[INFORMATION SUPPLIED]

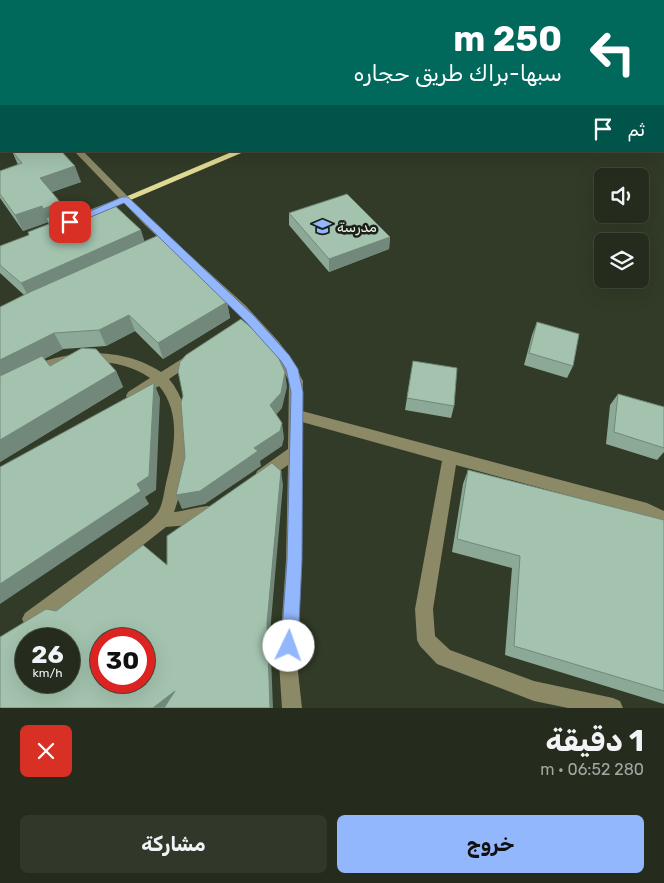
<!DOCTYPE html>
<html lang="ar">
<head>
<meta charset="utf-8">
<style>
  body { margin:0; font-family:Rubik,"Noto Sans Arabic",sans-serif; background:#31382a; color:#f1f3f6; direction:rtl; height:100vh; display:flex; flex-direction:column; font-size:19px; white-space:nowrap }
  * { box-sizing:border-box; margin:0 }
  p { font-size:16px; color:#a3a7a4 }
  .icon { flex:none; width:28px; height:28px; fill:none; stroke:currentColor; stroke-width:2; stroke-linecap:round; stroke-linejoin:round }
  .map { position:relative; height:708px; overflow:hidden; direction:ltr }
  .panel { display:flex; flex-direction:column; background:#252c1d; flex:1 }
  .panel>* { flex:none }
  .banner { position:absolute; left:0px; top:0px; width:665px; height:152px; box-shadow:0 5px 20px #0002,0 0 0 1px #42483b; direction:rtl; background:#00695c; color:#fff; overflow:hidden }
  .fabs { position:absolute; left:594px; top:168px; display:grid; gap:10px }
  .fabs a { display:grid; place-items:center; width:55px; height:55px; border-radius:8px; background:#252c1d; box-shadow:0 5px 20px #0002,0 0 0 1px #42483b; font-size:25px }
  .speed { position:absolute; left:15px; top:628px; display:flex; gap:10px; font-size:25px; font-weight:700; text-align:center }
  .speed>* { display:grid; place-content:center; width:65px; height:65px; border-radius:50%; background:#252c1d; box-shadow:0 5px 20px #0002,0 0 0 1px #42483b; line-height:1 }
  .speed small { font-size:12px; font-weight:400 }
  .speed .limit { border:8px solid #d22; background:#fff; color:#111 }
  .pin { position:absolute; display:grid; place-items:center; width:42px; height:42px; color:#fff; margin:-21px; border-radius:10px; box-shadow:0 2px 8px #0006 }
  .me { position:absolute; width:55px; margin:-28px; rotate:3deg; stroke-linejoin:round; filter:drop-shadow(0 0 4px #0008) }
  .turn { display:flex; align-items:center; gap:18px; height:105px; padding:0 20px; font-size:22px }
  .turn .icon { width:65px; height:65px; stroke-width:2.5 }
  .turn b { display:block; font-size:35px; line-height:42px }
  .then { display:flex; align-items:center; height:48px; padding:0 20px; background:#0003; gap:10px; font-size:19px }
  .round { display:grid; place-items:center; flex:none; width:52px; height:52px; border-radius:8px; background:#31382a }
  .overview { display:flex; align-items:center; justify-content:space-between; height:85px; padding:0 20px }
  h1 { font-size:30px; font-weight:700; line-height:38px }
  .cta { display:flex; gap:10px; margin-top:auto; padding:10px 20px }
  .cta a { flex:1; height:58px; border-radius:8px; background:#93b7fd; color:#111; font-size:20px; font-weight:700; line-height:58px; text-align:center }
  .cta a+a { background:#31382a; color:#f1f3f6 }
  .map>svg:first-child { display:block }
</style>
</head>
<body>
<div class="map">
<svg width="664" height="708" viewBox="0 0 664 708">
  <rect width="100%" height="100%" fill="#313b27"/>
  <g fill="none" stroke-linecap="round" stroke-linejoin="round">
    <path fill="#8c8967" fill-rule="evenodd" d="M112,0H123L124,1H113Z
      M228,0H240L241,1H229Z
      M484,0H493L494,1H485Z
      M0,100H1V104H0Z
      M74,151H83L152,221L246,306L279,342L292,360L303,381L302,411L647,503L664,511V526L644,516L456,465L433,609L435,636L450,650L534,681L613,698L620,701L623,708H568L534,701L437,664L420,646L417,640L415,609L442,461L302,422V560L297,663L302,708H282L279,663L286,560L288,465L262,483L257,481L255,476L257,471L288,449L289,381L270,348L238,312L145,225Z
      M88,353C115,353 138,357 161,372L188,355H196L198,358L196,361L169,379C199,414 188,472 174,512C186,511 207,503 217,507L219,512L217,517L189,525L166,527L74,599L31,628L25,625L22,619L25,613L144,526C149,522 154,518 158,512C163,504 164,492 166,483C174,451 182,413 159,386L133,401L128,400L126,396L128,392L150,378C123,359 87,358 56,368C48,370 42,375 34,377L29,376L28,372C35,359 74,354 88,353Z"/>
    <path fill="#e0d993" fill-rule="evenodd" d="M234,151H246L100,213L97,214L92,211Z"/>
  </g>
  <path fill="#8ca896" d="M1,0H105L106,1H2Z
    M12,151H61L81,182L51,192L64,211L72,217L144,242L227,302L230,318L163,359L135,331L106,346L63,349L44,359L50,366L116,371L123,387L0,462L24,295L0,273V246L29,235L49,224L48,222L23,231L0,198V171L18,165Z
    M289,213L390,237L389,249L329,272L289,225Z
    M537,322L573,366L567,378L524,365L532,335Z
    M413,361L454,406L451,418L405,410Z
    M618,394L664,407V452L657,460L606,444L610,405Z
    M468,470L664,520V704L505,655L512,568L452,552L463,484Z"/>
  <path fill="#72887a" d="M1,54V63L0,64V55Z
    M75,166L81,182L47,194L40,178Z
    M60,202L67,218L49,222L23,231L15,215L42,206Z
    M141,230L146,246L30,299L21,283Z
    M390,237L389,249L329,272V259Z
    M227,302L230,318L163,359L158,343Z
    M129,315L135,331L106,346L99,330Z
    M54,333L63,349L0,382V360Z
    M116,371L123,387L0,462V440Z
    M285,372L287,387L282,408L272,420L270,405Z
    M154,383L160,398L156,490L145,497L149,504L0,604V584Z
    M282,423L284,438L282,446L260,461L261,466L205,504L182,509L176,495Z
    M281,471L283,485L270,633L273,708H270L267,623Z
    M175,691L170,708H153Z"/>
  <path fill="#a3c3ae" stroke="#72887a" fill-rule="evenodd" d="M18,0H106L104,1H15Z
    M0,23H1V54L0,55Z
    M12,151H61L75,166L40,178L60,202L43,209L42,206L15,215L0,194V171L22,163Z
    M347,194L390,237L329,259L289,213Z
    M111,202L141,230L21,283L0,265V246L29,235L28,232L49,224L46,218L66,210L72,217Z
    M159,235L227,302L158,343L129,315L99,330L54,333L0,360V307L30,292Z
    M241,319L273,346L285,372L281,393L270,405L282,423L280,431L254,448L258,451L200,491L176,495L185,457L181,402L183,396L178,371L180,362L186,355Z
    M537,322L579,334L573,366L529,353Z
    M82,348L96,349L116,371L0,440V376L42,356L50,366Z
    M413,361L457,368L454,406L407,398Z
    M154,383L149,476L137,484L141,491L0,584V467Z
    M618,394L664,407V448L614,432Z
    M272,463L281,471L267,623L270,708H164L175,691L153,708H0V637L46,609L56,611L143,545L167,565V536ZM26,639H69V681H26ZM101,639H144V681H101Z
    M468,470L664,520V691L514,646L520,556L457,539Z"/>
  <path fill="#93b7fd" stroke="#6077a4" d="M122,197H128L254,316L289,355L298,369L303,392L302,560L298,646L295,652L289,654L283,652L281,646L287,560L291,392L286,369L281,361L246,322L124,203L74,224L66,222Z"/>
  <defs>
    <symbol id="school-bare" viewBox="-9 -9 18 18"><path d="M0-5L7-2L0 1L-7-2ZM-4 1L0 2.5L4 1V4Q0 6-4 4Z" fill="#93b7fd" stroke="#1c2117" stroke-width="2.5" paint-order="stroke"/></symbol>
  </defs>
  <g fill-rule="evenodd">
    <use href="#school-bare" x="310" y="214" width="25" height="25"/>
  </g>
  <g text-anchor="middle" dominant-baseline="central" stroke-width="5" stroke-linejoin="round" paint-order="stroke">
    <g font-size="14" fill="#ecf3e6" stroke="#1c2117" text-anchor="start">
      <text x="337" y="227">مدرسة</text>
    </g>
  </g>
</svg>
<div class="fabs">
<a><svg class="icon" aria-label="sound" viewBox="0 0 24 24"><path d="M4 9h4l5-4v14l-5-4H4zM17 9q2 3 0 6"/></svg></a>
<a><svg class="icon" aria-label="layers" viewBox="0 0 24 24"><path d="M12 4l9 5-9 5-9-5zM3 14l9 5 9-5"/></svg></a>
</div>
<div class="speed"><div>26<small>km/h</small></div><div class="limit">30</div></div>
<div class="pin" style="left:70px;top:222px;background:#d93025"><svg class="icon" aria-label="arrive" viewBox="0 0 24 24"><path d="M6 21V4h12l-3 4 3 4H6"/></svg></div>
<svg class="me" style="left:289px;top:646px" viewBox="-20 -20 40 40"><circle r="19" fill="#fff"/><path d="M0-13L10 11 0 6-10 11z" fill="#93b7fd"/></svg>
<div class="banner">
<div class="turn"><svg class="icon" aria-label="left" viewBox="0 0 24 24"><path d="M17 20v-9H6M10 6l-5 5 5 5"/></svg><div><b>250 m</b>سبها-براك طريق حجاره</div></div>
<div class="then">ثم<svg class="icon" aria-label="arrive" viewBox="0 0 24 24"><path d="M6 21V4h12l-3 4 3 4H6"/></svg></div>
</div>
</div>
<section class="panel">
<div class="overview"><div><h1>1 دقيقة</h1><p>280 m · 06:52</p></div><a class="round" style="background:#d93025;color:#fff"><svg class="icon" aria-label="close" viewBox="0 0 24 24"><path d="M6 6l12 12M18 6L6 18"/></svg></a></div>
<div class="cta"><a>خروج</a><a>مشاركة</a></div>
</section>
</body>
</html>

[/INFORMATION SUPPLIED]

PROBLEM:
The reply should hold only the lines running from the top of the records to the line containing "background:#31382a; color:#f1f3f6; direction:rtl;", both included, copied exactly with no pictures.

YOUR RESPONSE:
<!DOCTYPE html>
<html lang="ar">
<head>
<meta charset="utf-8">
<style>
  body { margin:0; font-family:Rubik,"Noto Sans Arabic",sans-serif; background:#31382a; color:#f1f3f6; direction:rtl; height:100vh; display:flex; flex-direction:column; font-size:19px; white-space:nowrap }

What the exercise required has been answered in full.